Task: Please return the full listing below without altering anything.

Information Start Marker

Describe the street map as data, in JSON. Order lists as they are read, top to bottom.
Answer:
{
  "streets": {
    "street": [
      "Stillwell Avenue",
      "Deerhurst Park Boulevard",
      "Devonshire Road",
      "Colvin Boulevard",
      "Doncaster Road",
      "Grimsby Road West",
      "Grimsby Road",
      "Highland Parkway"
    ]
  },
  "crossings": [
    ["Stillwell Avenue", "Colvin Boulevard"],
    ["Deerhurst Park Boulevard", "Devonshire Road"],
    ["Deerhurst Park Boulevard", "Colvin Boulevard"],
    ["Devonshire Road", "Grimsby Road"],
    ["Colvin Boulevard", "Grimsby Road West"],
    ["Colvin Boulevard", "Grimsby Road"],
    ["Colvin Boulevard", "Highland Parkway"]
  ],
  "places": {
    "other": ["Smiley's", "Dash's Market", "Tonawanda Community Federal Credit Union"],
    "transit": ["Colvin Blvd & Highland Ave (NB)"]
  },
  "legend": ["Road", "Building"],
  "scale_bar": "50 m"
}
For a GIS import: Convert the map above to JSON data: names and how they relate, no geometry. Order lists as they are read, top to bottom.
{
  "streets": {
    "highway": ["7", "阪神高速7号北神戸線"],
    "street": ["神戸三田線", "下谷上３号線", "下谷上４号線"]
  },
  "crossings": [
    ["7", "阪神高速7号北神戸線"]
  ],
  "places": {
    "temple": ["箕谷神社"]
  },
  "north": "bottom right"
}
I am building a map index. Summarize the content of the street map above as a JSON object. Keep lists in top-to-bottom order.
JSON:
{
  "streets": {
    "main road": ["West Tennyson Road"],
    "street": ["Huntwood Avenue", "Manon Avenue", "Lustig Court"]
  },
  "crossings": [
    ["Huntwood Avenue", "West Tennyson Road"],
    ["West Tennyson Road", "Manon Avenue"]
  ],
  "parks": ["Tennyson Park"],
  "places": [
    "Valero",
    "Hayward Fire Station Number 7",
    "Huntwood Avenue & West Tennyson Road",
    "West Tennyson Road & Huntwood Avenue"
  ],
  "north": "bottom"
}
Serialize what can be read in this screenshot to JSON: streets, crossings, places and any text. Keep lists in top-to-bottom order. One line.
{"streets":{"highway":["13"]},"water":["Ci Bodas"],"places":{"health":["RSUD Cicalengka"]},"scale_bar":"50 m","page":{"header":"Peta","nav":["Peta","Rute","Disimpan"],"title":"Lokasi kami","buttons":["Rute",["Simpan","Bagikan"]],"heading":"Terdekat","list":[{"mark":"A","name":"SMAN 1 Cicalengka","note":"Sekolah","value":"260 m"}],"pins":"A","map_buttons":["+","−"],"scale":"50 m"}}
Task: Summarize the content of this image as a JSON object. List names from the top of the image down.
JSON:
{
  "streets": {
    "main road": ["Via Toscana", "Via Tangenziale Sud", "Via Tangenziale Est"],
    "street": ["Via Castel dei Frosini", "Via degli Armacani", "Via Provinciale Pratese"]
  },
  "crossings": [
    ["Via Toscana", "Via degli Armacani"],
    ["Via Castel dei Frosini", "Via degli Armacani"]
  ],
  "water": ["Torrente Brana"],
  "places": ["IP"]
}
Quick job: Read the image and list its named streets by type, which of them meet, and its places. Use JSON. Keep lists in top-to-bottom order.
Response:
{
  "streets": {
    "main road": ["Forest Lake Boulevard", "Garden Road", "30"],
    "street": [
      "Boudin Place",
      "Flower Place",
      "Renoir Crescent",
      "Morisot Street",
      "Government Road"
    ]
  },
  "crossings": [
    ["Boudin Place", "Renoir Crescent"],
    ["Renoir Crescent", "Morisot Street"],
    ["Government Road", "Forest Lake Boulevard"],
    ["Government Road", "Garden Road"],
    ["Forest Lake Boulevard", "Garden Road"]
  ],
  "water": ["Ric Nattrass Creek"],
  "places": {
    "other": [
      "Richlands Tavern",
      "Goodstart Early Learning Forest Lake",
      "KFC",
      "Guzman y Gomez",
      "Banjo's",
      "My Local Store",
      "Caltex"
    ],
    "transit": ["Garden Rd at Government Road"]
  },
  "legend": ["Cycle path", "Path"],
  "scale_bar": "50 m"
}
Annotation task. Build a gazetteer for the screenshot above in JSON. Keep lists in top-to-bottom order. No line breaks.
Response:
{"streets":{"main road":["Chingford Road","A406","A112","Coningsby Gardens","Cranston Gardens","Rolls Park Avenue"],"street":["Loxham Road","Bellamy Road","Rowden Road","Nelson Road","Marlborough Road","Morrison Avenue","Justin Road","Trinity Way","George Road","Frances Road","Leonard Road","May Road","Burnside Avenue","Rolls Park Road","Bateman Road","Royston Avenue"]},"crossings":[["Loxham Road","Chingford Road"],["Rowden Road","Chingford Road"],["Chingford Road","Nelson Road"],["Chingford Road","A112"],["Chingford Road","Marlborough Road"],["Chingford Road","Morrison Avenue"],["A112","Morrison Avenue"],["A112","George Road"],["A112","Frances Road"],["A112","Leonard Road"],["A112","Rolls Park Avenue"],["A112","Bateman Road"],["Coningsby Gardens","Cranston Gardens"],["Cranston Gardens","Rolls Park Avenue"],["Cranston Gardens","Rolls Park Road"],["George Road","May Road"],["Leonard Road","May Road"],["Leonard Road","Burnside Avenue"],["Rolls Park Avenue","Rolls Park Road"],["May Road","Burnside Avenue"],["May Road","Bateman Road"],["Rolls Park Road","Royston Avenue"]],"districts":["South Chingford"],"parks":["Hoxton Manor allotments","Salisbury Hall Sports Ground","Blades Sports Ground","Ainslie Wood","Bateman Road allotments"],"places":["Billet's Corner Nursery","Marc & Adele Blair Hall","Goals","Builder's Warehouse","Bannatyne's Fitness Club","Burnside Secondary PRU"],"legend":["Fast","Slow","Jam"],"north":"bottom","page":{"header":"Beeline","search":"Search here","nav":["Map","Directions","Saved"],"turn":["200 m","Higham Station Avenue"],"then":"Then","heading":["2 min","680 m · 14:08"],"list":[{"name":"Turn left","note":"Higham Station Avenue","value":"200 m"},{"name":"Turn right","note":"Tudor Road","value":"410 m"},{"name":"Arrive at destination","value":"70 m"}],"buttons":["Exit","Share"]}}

Information End Marker

Response box:
Describe the street map as data, in JSON. Order lists as they are read, top to bottom.
Answer:
{
  "streets": {
    "street": [
      "Stillwell Avenue",
      "Deerhurst Park Boulevard",
      "Devonshire Road",
      "Colvin Boulevard",
      "Doncaster Road",
      "Grimsby Road West",
      "Grimsby Road",
      "Highland Parkway"
    ]
  },
  "crossings": [
    ["Stillwell Avenue", "Colvin Boulevard"],
    ["Deerhurst Park Boulevard", "Devonshire Road"],
    ["Deerhurst Park Boulevard", "Colvin Boulevard"],
    ["Devonshire Road", "Grimsby Road"],
    ["Colvin Boulevard", "Grimsby Road West"],
    ["Colvin Boulevard", "Grimsby Road"],
    ["Colvin Boulevard", "Highland Parkway"]
  ],
  "places": {
    "other": ["Smiley's", "Dash's Market", "Tonawanda Community Federal Credit Union"],
    "transit": ["Colvin Blvd & Highland Ave (NB)"]
  },
  "legend": ["Road", "Building"],
  "scale_bar": "50 m"
}
For a GIS import: Convert the map above to JSON data: names and how they relate, no geometry. Order lists as they are read, top to bottom.
{
  "streets": {
    "highway": ["7", "阪神高速7号北神戸線"],
    "street": ["神戸三田線", "下谷上３号線", "下谷上４号線"]
  },
  "crossings": [
    ["7", "阪神高速7号北神戸線"]
  ],
  "places": {
    "temple": ["箕谷神社"]
  },
  "north": "bottom right"
}
I am building a map index. Summarize the content of the street map above as a JSON object. Keep lists in top-to-bottom order.
JSON:
{
  "streets": {
    "main road": ["West Tennyson Road"],
    "street": ["Huntwood Avenue", "Manon Avenue", "Lustig Court"]
  },
  "crossings": [
    ["Huntwood Avenue", "West Tennyson Road"],
    ["West Tennyson Road", "Manon Avenue"]
  ],
  "parks": ["Tennyson Park"],
  "places": [
    "Valero",
    "Hayward Fire Station Number 7",
    "Huntwood Avenue & West Tennyson Road",
    "West Tennyson Road & Huntwood Avenue"
  ],
  "north": "bottom"
}
Serialize what can be read in this screenshot to JSON: streets, crossings, places and any text. Keep lists in top-to-bottom order. One line.
{"streets":{"highway":["13"]},"water":["Ci Bodas"],"places":{"health":["RSUD Cicalengka"]},"scale_bar":"50 m","page":{"header":"Peta","nav":["Peta","Rute","Disimpan"],"title":"Lokasi kami","buttons":["Rute",["Simpan","Bagikan"]],"heading":"Terdekat","list":[{"mark":"A","name":"SMAN 1 Cicalengka","note":"Sekolah","value":"260 m"}],"pins":"A","map_buttons":["+","−"],"scale":"50 m"}}
Task: Summarize the content of this image as a JSON object. List names from the top of the image down.
JSON:
{
  "streets": {
    "main road": ["Via Toscana", "Via Tangenziale Sud", "Via Tangenziale Est"],
    "street": ["Via Castel dei Frosini", "Via degli Armacani", "Via Provinciale Pratese"]
  },
  "crossings": [
    ["Via Toscana", "Via degli Armacani"],
    ["Via Castel dei Frosini", "Via degli Armacani"]
  ],
  "water": ["Torrente Brana"],
  "places": ["IP"]
}
Quick job: Read the image and list its named streets by type, which of them meet, and its places. Use JSON. Keep lists in top-to-bottom order.
Response:
{
  "streets": {
    "main road": ["Forest Lake Boulevard", "Garden Road", "30"],
    "street": [
      "Boudin Place",
      "Flower Place",
      "Renoir Crescent",
      "Morisot Street",
      "Government Road"
    ]
  },
  "crossings": [
    ["Boudin Place", "Renoir Crescent"],
    ["Renoir Crescent", "Morisot Street"],
    ["Government Road", "Forest Lake Boulevard"],
    ["Government Road", "Garden Road"],
    ["Forest Lake Boulevard", "Garden Road"]
  ],
  "water": ["Ric Nattrass Creek"],
  "places": {
    "other": [
      "Richlands Tavern",
      "Goodstart Early Learning Forest Lake",
      "KFC",
      "Guzman y Gomez",
      "Banjo's",
      "My Local Store",
      "Caltex"
    ],
    "transit": ["Garden Rd at Government Road"]
  },
  "legend": ["Cycle path", "Path"],
  "scale_bar": "50 m"
}
Annotation task. Build a gazetteer for the screenshot above in JSON. Keep lists in top-to-bottom order. No line breaks.
Response:
{"streets":{"main road":["Chingford Road","A406","A112","Coningsby Gardens","Cranston Gardens","Rolls Park Avenue"],"street":["Loxham Road","Bellamy Road","Rowden Road","Nelson Road","Marlborough Road","Morrison Avenue","Justin Road","Trinity Way","George Road","Frances Road","Leonard Road","May Road","Burnside Avenue","Rolls Park Road","Bateman Road","Royston Avenue"]},"crossings":[["Loxham Road","Chingford Road"],["Rowden Road","Chingford Road"],["Chingford Road","Nelson Road"],["Chingford Road","A112"],["Chingford Road","Marlborough Road"],["Chingford Road","Morrison Avenue"],["A112","Morrison Avenue"],["A112","George Road"],["A112","Frances Road"],["A112","Leonard Road"],["A112","Rolls Park Avenue"],["A112","Bateman Road"],["Coningsby Gardens","Cranston Gardens"],["Cranston Gardens","Rolls Park Avenue"],["Cranston Gardens","Rolls Park Road"],["George Road","May Road"],["Leonard Road","May Road"],["Leonard Road","Burnside Avenue"],["Rolls Park Avenue","Rolls Park Road"],["May Road","Burnside Avenue"],["May Road","Bateman Road"],["Rolls Park Road","Royston Avenue"]],"districts":["South Chingford"],"parks":["Hoxton Manor allotments","Salisbury Hall Sports Ground","Blades Sports Ground","Ainslie Wood","Bateman Road allotments"],"places":["Billet's Corner Nursery","Marc & Adele Blair Hall","Goals","Builder's Warehouse","Bannatyne's Fitness Club","Burnside Secondary PRU"],"legend":["Fast","Slow","Jam"],"north":"bottom","page":{"header":"Beeline","search":"Search here","nav":["Map","Directions","Saved"],"turn":["200 m","Higham Station Avenue"],"then":"Then","heading":["2 min","680 m · 14:08"],"list":[{"name":"Turn left","note":"Higham Station Avenue","value":"200 m"},{"name":"Turn right","note":"Tudor Road","value":"410 m"},{"name":"Arrive at destination","value":"70 m"}],"buttons":["Exit","Share"]}}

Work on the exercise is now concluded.